La CPME demande une « priorisation dans les choix d'indicateurs à opérer en limitant par exemple le champ aux seuls indicateurs nécessaires aux acteurs financiers ou sur une partie limitée de la chaîne de valeur », l'adoption d'une « application progressive de ces obligations ainsi qu'une priorisation des informations à produire » et enfin d'assurer « une convergence entre les projets de standards IFRS sur la durabilité et ESRS notamment sur les volets relatifs à la matérialité financière que recouvrent les deux standards ».

Plus récemment, le 20 septembre 2022, lors de la table ronde organisée par la Délégation aux entreprises, le MEDEF , tout en souscrivant à l'objectif d'améliorer la responsabilité sociétale des entreprises, regrettait : « la multiplication d'initiatives avec des calendriers qui sont parfois non coordonnées, voire contradictoires, tant au niveau national qu'européen, fait que le cadre législatif et réglementaire est trop instable . Pour une entreprise, cela lui fait perdre de vue la réalité opérationnelle qui rendrait applicable ces mesures. Sans être opposés, nous constatons une incapacité à comprendre la cohérence et la finalité de l'ensemble, alors que nous avons besoin de stabilité et de visibilité, pour ne pas perdre de vue l'objectif initial du reporting et de la transparence des informations, qui sont des objectifs de pilotage et de transformation de nos entreprises et non pas des objectifs de compliance : nous parlons d'un objectif stratégique d'accompagnement de la transformation de nos entreprises et non pas de contrôle pour le contrôle » .

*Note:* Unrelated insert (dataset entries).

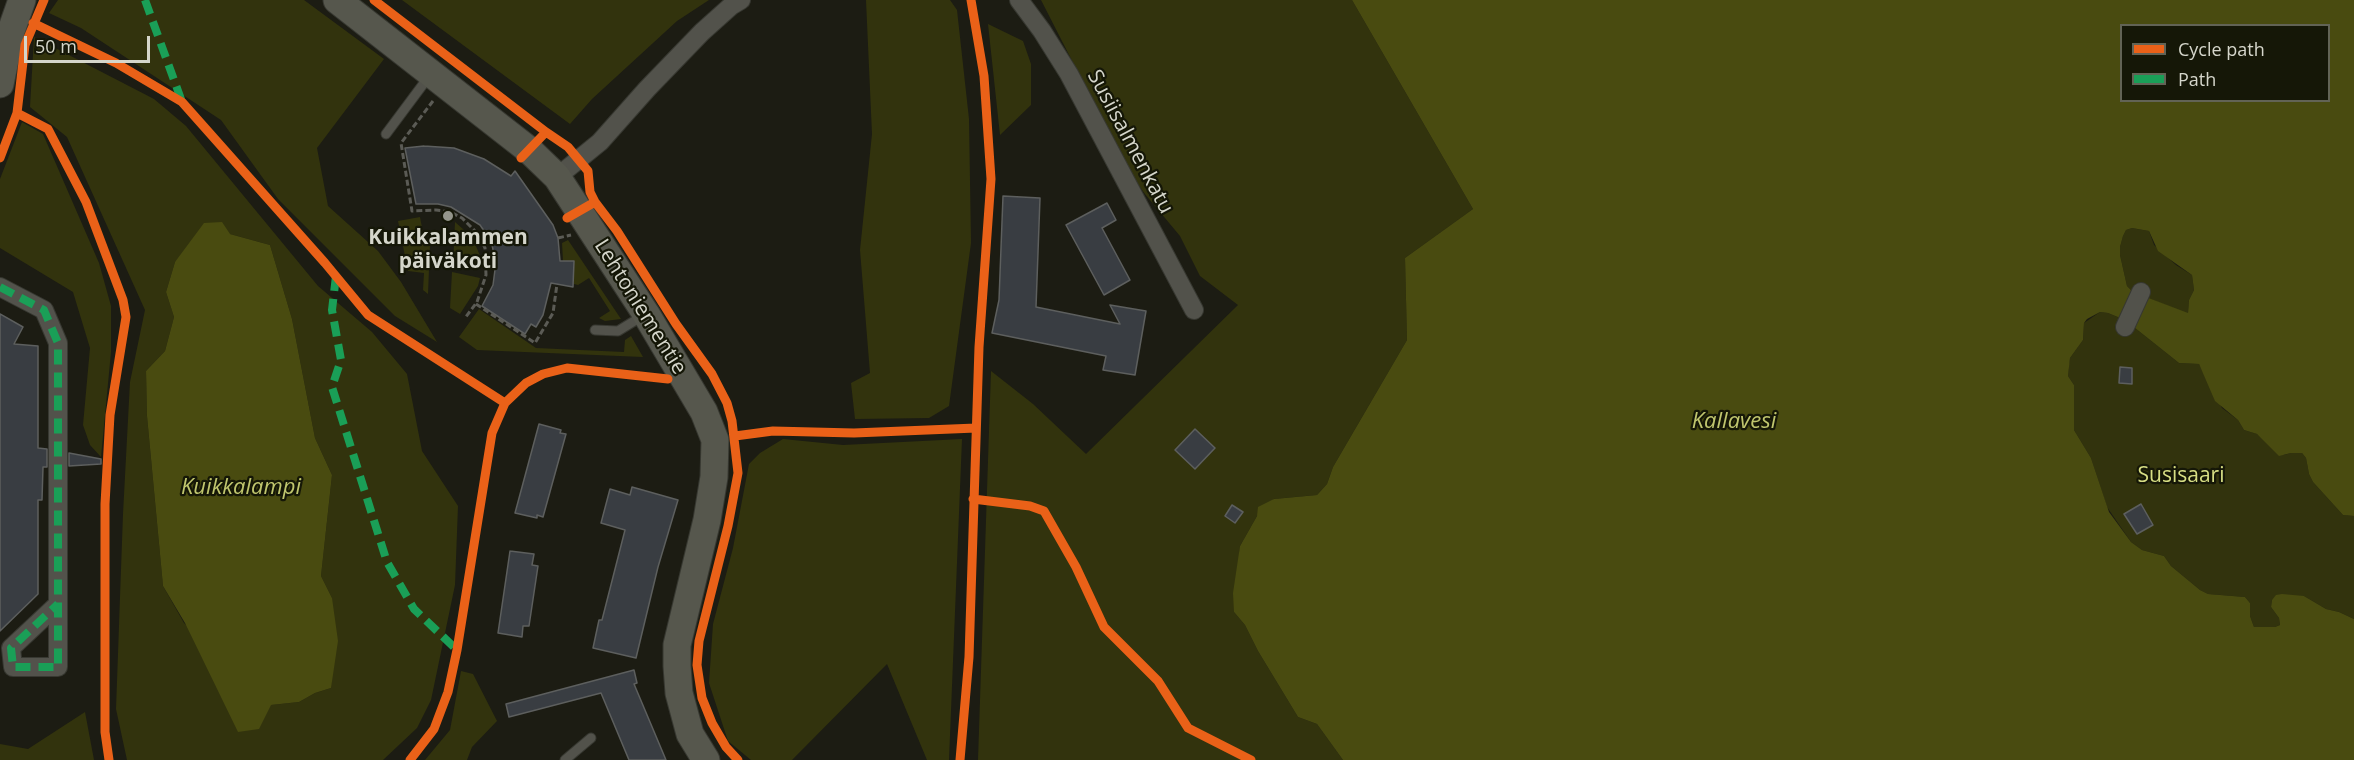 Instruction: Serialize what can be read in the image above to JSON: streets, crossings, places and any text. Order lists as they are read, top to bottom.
{
  "streets": {
    "street": ["Susiisalmenkatu", "Lehtoniementie"]
  },
  "water": ["Kallavesi", "Kuikkalampi"],
  "parks": ["Susisaari"],
  "places": ["Kuikkalammen päiväkoti"],
  "legend": ["Cycle path", "Path"],
  "scale_bar": "50 m"
} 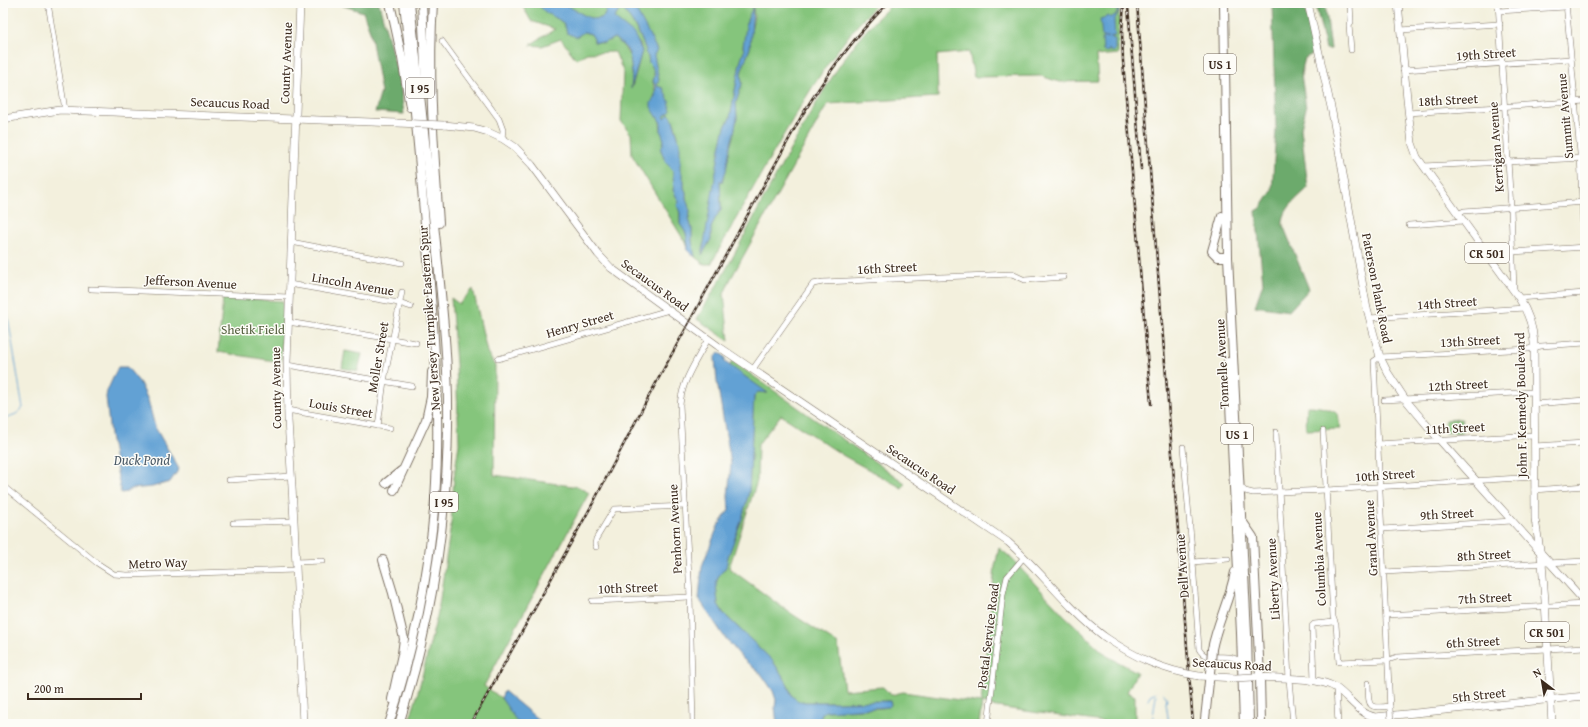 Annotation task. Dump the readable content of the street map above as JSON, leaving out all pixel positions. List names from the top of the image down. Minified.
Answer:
{"streets":{"highway":["US 1","I 95","New Jersey Turnpike Eastern Spur","Tonnelle Avenue"],"main road":["County Avenue","Secaucus Road","CR 501","Paterson Plank Road","John F. Kennedy Boulevard","5th Street"],"street":["19th Street","18th Street","Summit Avenue","Kerrigan Avenue","16th Street","Jefferson Avenue","Lincoln Avenue","14th Street","Henry Street","13th Street","Moller Street","12th Street","Louis Street","11th Street","10th Street","9th Street","Penhorn Avenue","Grand Avenue","8th Street","Columbia Avenue","Metro Way","Dell Avenue","Liberty Avenue","7th Street","Postal Service Road","6th Street"]},"crossings":[["19th Street","Summit Avenue"],["19th Street","Kerrigan Avenue"],["19th Street","John F. Kennedy Boulevard"],["County Avenue","Secaucus Road"],["County Avenue","Jefferson Avenue"],["County Avenue","Lincoln Avenue"],["County Avenue","Louis Street"],["County Avenue","Metro Way"],["US 1","Tonnelle Avenue"],["18th Street","Summit Avenue"],["18th Street","Kerrigan Avenue"],["18th Street","John F. Kennedy Boulevard"],["Secaucus Road","16th Street"],["Secaucus Road","Henry Street"],["Secaucus Road","Penhorn Avenue"],["Secaucus Road","Liberty Avenue"],["Secaucus Road","Postal Service Road"],["Secaucus Road","5th Street"],["Kerrigan Avenue","John F. Kennedy Boulevard"],["CR 501","Paterson Plank Road"],["CR 501","8th Street"],["CR 501","7th Street"],["CR 501","6th Street"],["CR 501","5th Street"],["Lincoln Avenue","Moller Street"],["Paterson Plank Road","14th Street"],["Paterson Plank Road","13th Street"],["Paterson Plank Road","12th Street"],["Paterson Plank Road","John F. Kennedy Boulevard"],["Paterson Plank Road","11th Street"],["Paterson Plank Road","10th Street"],["Paterson Plank Road","9th Street"],["Paterson Plank Road","Grand Avenue"],["Paterson Plank Road","8th Street"],["Paterson Plank Road","7th Street"],["14th Street","John F. Kennedy Boulevard"],["13th Street","John F. Kennedy Boulevard"],["13th Street","Grand Avenue"],["Moller Street","Louis Street"],["Tonnelle Avenue","10th Street"],["12th Street","John F. Kennedy Boulevard"],["John F. Kennedy Boulevard","11th Street"],["John F. Kennedy Boulevard","10th Street"],["11th Street","Grand Avenue"],["10th Street","Penhorn Avenue"],["10th Street","Grand Avenue"],["10th Street","Columbia Avenue"],["10th Street","Liberty Avenue"],["9th Street","Grand Avenue"],["Grand Avenue","8th Street"],["Grand Avenue","7th Street"],["Grand Avenue","6th Street"],["Columbia Avenue","6th Street"]],"water":["Duck Pond"],"parks":["Shetik Field"],"scale_bar":"200 m","north":"top left"} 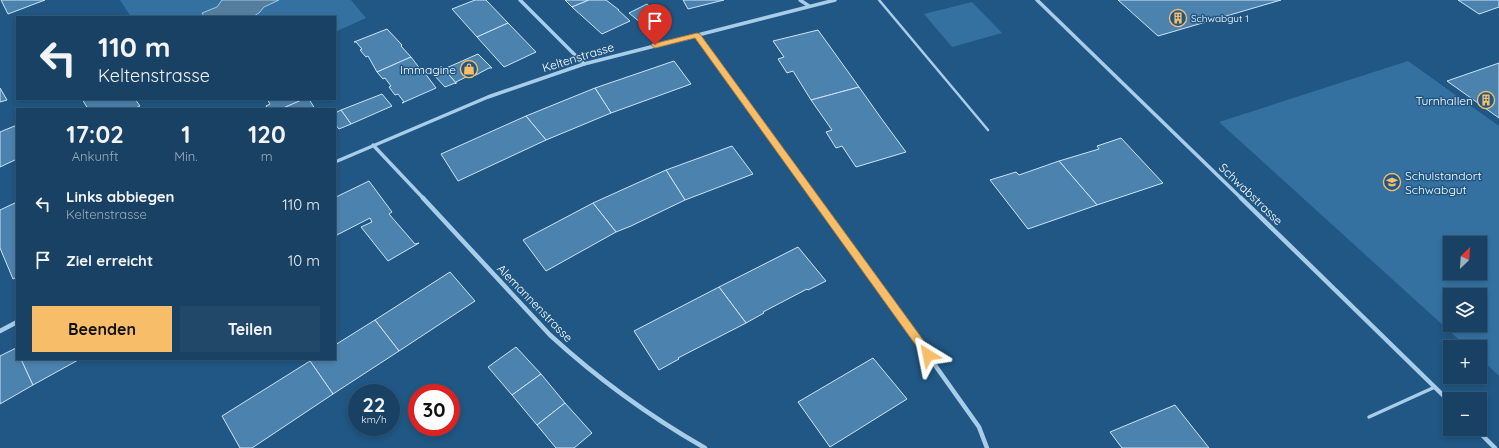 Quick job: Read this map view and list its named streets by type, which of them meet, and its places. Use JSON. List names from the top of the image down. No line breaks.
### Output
{"streets":{"street":["Keltenstrasse","Schwabstrasse","Alemannenstrasse"]},"crossings":[["Keltenstrasse","Alemannenstrasse"]],"places":{"building":["Schwabgut 1","Turnhallen"],"shop":["Immagine"],"school or university":["Schulstandort Schwabgut"]},"north":"top right","page":{"turn":["110 m","Keltenstrasse"],"eta":["17:02","Ankunft","1","Min.","120","m"],"list":[{"name":"Links abbiegen","note":"Keltenstrasse","value":"110 m"},{"name":"Ziel erreicht","value":"10 m"}],"map_buttons":["+","−"],"buttons":["Beenden","Teilen"],"speed":"22 km/h","limit":"30"}} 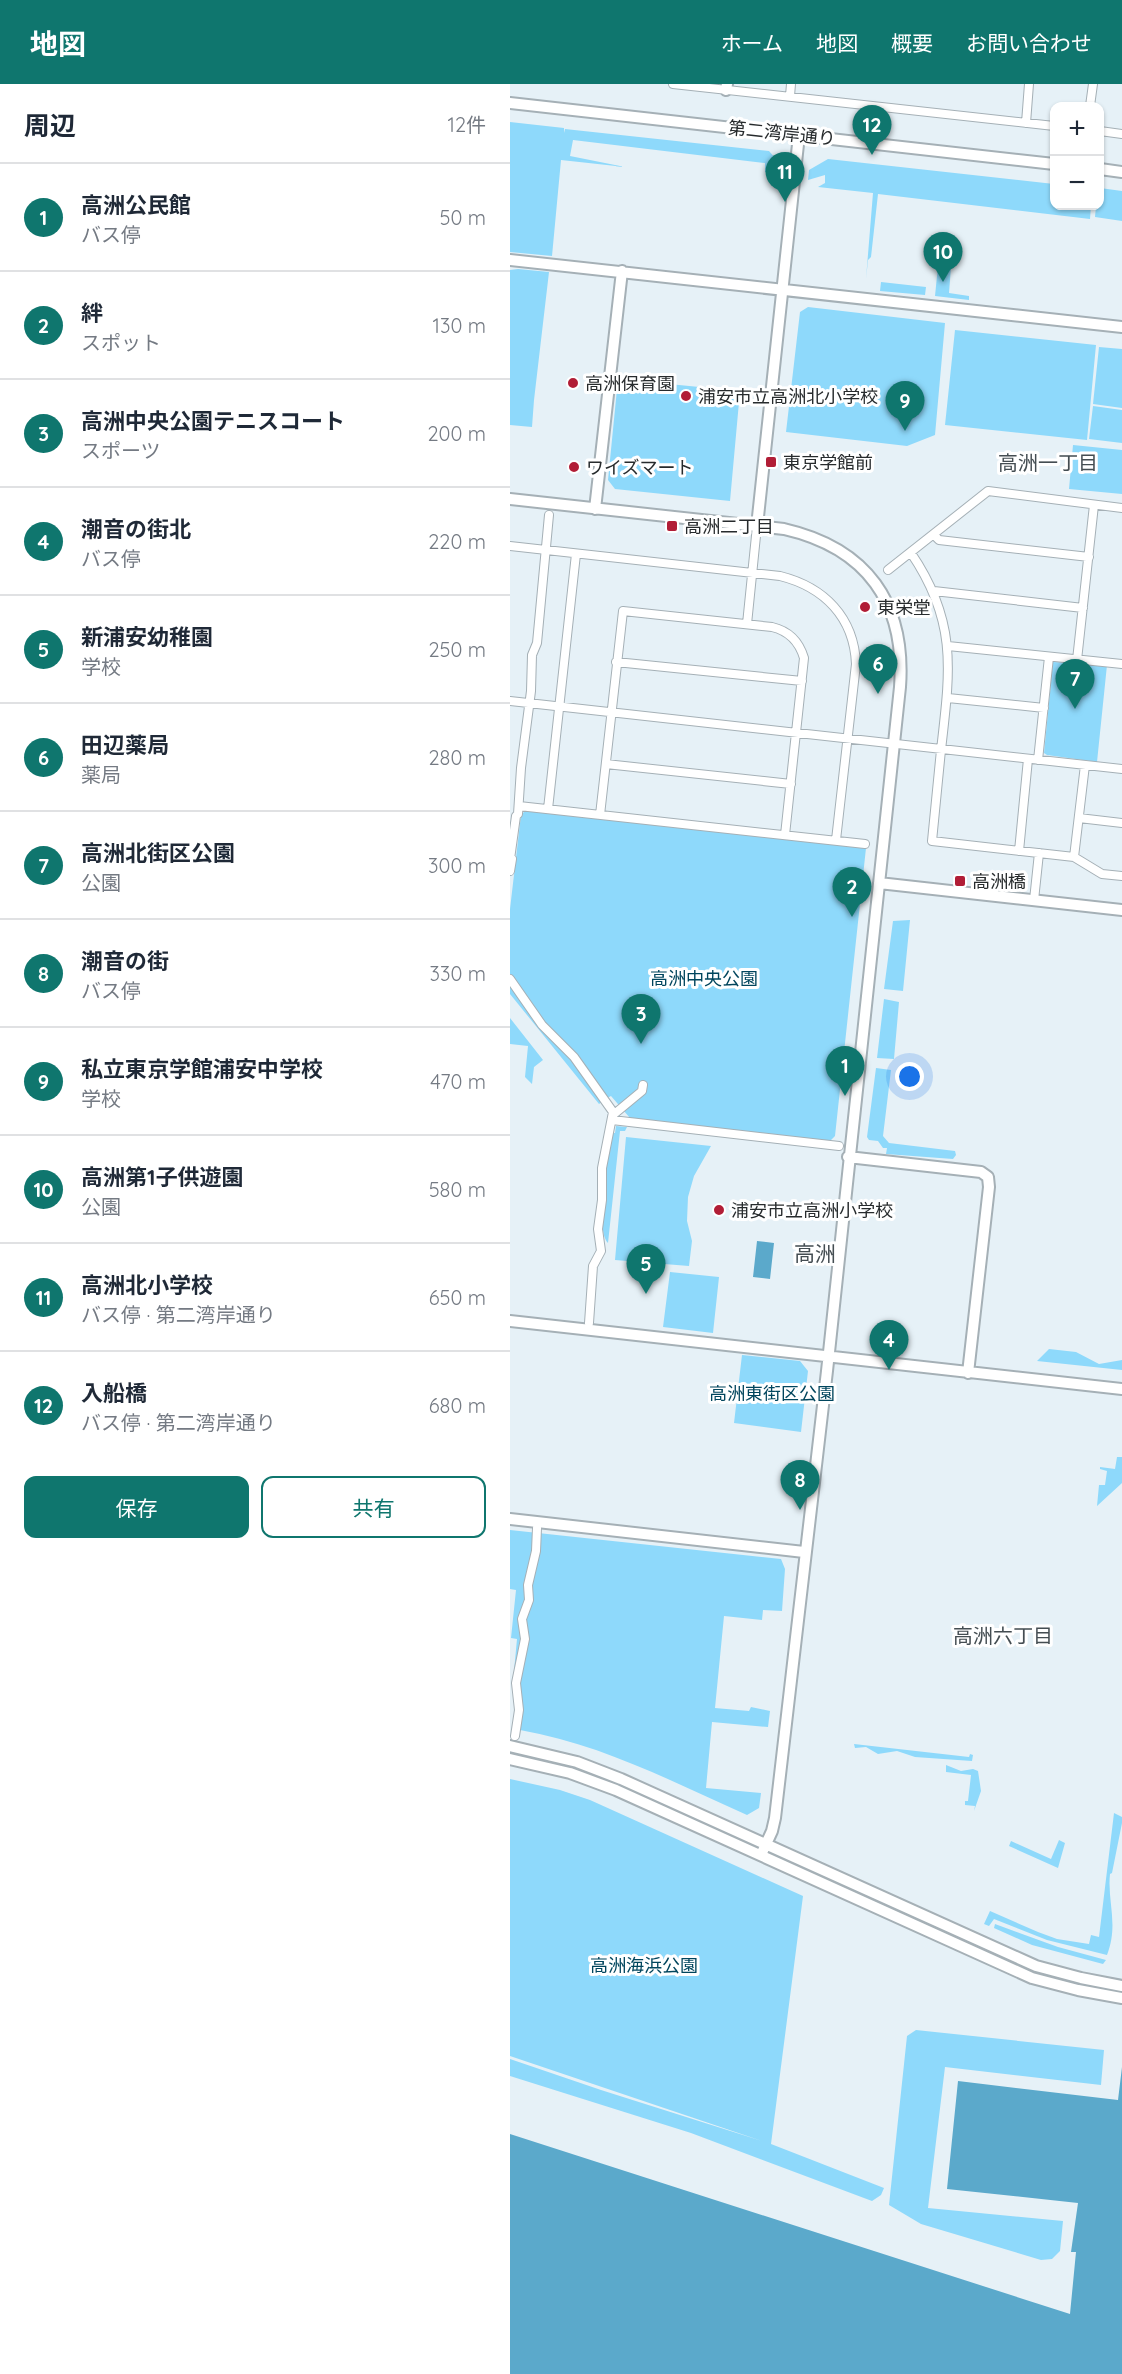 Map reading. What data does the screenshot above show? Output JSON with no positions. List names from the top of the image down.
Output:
{
  "streets": {
    "street": ["第二湾岸通り"]
  },
  "districts": ["高洲一丁目", "高洲", "高洲六丁目"],
  "parks": ["高洲中央公園", "高洲東街区公園", "高洲海浜公園"],
  "places": {
    "other": [
      "高洲保育園",
      "浦安市立高洲北小学校",
      "ワイズマート",
      "東栄堂",
      "浦安市立高洲小学校"
    ],
    "transit": ["東京学館前", "高洲二丁目", "高洲橋"]
  },
  "page": {
    "header": "地図",
    "nav": [
      "ホーム",
      "地図",
      "概要",
      "お問い合わせ"
    ],
    "heading": ["周辺", "12件"],
    "map_buttons": ["+", "−"],
    "pins": [
      "12",
      "11",
      "10",
      "9",
      "6",
      "7",
      "2",
      "3",
      "1",
      "5",
      "4",
      "8"
    ],
    "list": [
      {
        "mark": "1",
        "name": "高洲公民館",
        "note": "バス停",
        "value": "50 m"
      },
      {
        "mark": "2",
        "name": "絆",
        "note": "スポット",
        "value": "130 m"
      },
      {
        "mark": "3",
        "name": "高洲中央公園テニスコート",
        "note": "スポーツ",
        "value": "200 m"
      },
      {
        "mark": "4",
        "name": "潮音の街北",
        "note": "バス停",
        "value": "220 m"
      },
      {
        "mark": "5",
        "name": "新浦安幼稚園",
        "note": "学校",
        "value": "250 m"
      },
      {
        "mark": "6",
        "name": "田辺薬局",
        "note": "薬局",
        "value": "280 m"
      },
      {
        "mark": "7",
        "name": "高洲北街区公園",
        "note": "公園",
        "value": "300 m"
      },
      {
        "mark": "8",
        "name": "潮音の街",
        "note": "バス停",
        "value": "330 m"
      },
      {
        "mark": "9",
        "name": "私立東京学館浦安中学校",
        "note": "学校",
        "value": "470 m"
      },
      {
        "mark": "10",
        "name": "高洲第1子供遊園",
        "note": "公園",
        "value": "580 m"
      },
      {
        "mark": "11",
        "name": "高洲北小学校",
        "note": "バス停 · 第二湾岸通り",
        "value": "650 m"
      },
      {
        "mark": "12",
        "name": "入船橋",
        "note": "バス停 · 第二湾岸通り",
        "value": "680 m"
      }
    ],
    "buttons": ["保存", "共有"]
  }
}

Le METI estime aussi nécessaire que : « ces textes européens et français soient en adéquation avec nos moyens et avec notre temporalité, dans un contexte économique très dégradé, et que ces textes se fondent sur des critères pertinents, en phase avec nos stratégies ».

Le METI souligne que ces entreprises sont « engagées par nature » dans la RSE et que cet engagement, inspiré par une vision de long terme, est « authentique et sincère » :

- 94,5% des ETI développent des actions spécifiques qui les engagent sur les plans social, sociétal et environnemental ;

- plus de 72% ont structuré une politique RSE pour leur entreprise ;

- près de 60% adoptent des labels et/ou des chartres pour mesurer leur progression sur le sujet de l'engagement (notamment : 48,5% des ETI privilégient la norme ISO 14 001, 39,7% les labels Ecovadis) ;

- pour 73,4% des dirigeants interrogés, la mise en place de dispositifs d'engagement a eu un impact positif et mesurable sur leur entreprise (meilleure implication des collaborateurs, amélioration du recrutement, amélioration de la performance économique de leur entreprise) ;

- plus de 45% des ETI ayant assorti leur politique RSE d'indicateurs de suivi suivent moins de 10 indicateurs, près d'une ETI sur 3 suit déjà entre 10 et 20 indicateurs, plus de 57% des ETI estiment que 10 à 15 indicateurs permettent d'évaluer correctement la performance extra-financière d'une ETI et près de 30% estiment que 20 à 30 indicateurs sont nécessaires.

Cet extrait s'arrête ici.